Harden: Would you talk a bit about NIAID intramural efforts in other countries?
Kindt: I should note the number of trips to Africa I made. I went to South Africa a few times, and we tried to set up an AIDS program there, but some South African politicians and their advisors were really against it. One of the leaders there thought it was Western medicines that caused AIDS, and he popularized that idea. But with Cliff Lane, we tried to get a program started with the South African Armed Forces, probably the most organized group in that part of Africa. We succeeded to some extent and also had a pretty good tuberculosis program going in South Africa.
Mali, now, is a whole 'nother situation. You could go crazy, historically, with Mali. Timbuktu was a site of Islamic academe. There were libraries there, and it was a terminus of the caravans. So in Mali, there was a proud history of Islam and the Muslim people. And for that reason, their AIDS numbers were very low. There was no institutionalized prostitution in Mali as there was in Kenya and some of the other countries. But they did have a lot of tuberculosis and other diseases. And malaria—they were right in the middle of the malaria belt. Lou Miller's [Dr. Louis H. Miller] lab, mainly Bob Gwadz [Dr. Robert W. Gwadz], started a facility there and had hired a scientist to run it. Dick Sakai [Dr. Richard Sakai] was his name. The facility worked very well and NIAID funded it on a regular basis, so we were able to provide water, good water, to the lab. We were able to provide electricity on a constant basis, which is necessary for any lab work. And we had a little farm of generators run by a gentleman who actually had three wives, I remember. He was a nice guy, and he oversaw the generators so that the lab was never without electrical power. Our group brought in people from NASA (who had means to track mosquito movements), and people from different universities, both in Europe and in the United States. And because I could speak at least elementary French, a lot of the faculty members at the university in Bamako would confide in me and talk with me. It was a very good lab. I hesitate to tell you what's happened to it now because of the terrible civil unrest situation in Mali. It's terribly sad.

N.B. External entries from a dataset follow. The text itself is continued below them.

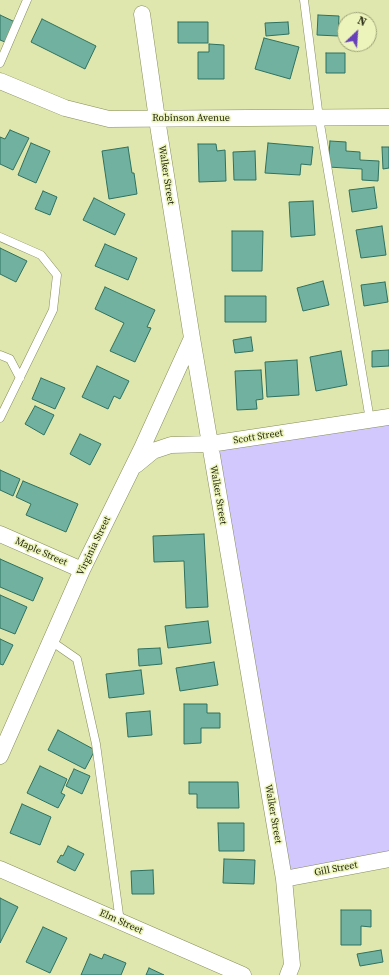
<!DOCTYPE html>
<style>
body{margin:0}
#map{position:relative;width:389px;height:975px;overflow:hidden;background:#dfe7ae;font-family:"Source Serif 4",serif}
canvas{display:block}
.north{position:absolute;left:337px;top:12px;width:40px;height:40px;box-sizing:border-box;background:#ecf4bb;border:1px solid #9da277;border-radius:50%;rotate:25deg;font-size:11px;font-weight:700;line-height:16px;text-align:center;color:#262812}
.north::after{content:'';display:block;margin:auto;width:14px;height:18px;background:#6840b9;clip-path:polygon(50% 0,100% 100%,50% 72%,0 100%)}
</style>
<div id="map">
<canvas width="389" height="975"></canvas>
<div class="north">N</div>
</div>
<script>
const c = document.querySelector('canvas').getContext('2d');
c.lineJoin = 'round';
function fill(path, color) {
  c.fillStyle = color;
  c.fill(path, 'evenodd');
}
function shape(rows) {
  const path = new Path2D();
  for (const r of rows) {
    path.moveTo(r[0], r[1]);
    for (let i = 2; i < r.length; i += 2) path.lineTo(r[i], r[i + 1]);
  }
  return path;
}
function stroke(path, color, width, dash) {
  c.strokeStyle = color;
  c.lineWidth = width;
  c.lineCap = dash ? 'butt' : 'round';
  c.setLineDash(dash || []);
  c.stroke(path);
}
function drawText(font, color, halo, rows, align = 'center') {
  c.font = font + ' "Source Serif 4",serif';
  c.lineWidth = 3;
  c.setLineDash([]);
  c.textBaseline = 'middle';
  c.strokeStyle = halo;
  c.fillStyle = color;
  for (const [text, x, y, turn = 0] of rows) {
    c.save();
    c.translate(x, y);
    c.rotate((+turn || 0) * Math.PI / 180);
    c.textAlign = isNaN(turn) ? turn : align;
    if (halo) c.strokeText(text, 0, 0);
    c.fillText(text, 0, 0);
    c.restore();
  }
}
fill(shape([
 [389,417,389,859,284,879,210,444]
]), '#d3c8fe');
const building = shape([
 [0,15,15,22,5,42,0,40,0,15],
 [318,15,339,16,338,36,317,35,318,15],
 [42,19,96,46,85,69,31,42,42,19],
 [178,22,208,22,208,43,178,43,178,22],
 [288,22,289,34,266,36,265,23,288,22],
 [264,38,299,47,290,79,255,69,264,38],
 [209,44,224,45,224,79,198,79,198,52,209,52,209,44],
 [326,53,345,53,345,73,326,73,326,53],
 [10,130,29,138,13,170,0,164,0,137,5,139,10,130],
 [330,141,346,142,346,151,360,152,360,160,379,161,378,181,362,180,362,169,328,167,330,141],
 [31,143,50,151,36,183,18,175,31,143],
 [268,143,313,147,311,165,301,164,300,175,265,173,268,143],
 [198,144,216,144,217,151,225,150,226,181,199,182,198,144],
 [128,147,132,173,134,173,137,194,109,199,102,151,128,147],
 [382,147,389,147,389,168,383,169,382,147],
 [255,151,256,180,234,180,233,152,255,151],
 [374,187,377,208,352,212,349,190,374,187],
 [43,191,57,197,50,215,35,209,43,191],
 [94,198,125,214,115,235,83,220,94,198],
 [313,201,315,235,291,237,289,202,313,201],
 [382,226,386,255,361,258,356,230,382,226],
 [232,231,263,231,262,271,232,271,232,231],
 [105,244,137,258,128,280,95,266,105,244],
 [0,248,27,261,16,282,0,274,0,248],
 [323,281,329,305,303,311,297,288,323,281],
 [385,282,388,302,364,306,361,285,385,282],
 [105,287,155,310,147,327,151,328,135,362,110,351,124,323,95,309,105,287],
 [225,296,266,296,266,322,225,322,225,296],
 [251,337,253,351,235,353,233,340,251,337],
 [389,350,389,366,372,367,372,351,389,350],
 [341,351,347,385,316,391,310,357,341,351],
 [297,360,299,395,267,397,265,362,297,360],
 [97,366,129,381,120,399,114,396,108,409,82,397,97,366],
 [261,370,263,399,256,400,257,409,237,410,235,371,261,370],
 [41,378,65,388,55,409,32,399,41,378],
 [35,406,54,415,44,435,25,424,35,406],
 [80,434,101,444,90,465,70,454,80,434],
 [0,470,20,479,13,496,0,490,0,470],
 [23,481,78,504,66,532,26,515,31,504,16,497,23,481],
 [204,534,208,607,186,608,184,561,154,562,153,536,204,534],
 [0,559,43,578,33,601,0,587,0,559],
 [0,595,27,607,15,634,0,628,0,595],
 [208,621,211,643,168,648,165,626,208,621],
 [0,639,13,645,3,665,0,664,0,639],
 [160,648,162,664,139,666,138,649,160,648],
 [214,662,218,685,180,691,176,668,214,662],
 [141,670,144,694,109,698,106,674,141,670],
 [184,704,207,704,207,713,220,713,220,728,201,728,201,743,184,744,184,704],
 [150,711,152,735,128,737,126,713,150,711],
 [58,730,95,750,85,769,48,750,58,730],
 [40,766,67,779,61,793,65,795,58,808,27,793,40,766],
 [74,769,90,776,82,794,66,786,74,769],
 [189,782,238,782,239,808,197,808,197,794,189,794,189,782],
 [22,804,51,817,40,845,10,833,22,804],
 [218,823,244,823,244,851,219,851,218,823],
 [68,846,84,854,75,871,57,862,61,855,63,856,68,846],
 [224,859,255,860,254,884,223,883,224,859],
 [153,870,154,894,132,894,131,871,153,870],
 [0,898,18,907,0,943,0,898],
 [341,910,371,910,371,927,361,926,361,945,341,945,341,910],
 [43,927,67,938,50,973,26,962,43,927],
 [381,950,383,962,360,966,357,954,381,950],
 [90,954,102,959,104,954,126,963,121,975,81,975,90,954],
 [149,968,164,975,146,975,149,968]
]);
fill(building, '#70b29f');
stroke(building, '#2e7160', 1);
const service = shape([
 [304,0,319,118,370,420],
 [0,63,27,0],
 [0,237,41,255,57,275,53,310,0,418],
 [0,355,10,359,20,378],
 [51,641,77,659,96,744,120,922]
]);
const minor = shape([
 [142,14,157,119,192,338,284,879,292,965,288,975],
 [0,81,65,108,109,119,389,117],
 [136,465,153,451,171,445,210,444,389,417],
 [0,534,82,570],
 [0,756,82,570,142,448,192,338],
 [0,869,243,975],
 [284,879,389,859]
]);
stroke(service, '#878d59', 9);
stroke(minor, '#878d59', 17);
stroke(service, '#fff', 8);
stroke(minor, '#fff', 16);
drawText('10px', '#262812', '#ecf4bb', [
 ["Robinson Avenue",191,118],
 ["Walker Street",166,175,81],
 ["Scott Street",258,437,-9],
 ["Walker Street",218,495,80],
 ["Virginia Street",94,546,-64],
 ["Maple Street",41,552,24],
 ["Walker Street",273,814,80],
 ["Gill Street",336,869,-11],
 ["Elm Street",121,922,24]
]);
</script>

Finally, I was in contact with the Institut Pasteur in Tunis. I had begun some contact with Tunisia when I was at the Institut Pasteur in Paris, and then I was appointed to the board of external counselors for the Institut Pasteur in Tunis. This institute is quite interesting. It was organized according to diseases throughout the country. They had to address diseases like rabies and scorpion bites, which we didn't see in the United States. Scorpions—scorpion envenomation was a serious public health problem. I went there once a year to participate in the review of the various labs. That worked very well, and I have to say, the food was outstanding! The fish dishes in Tunisia are to die for.
Harden: Thank you, Dr. Kindt, for an excellent oral history.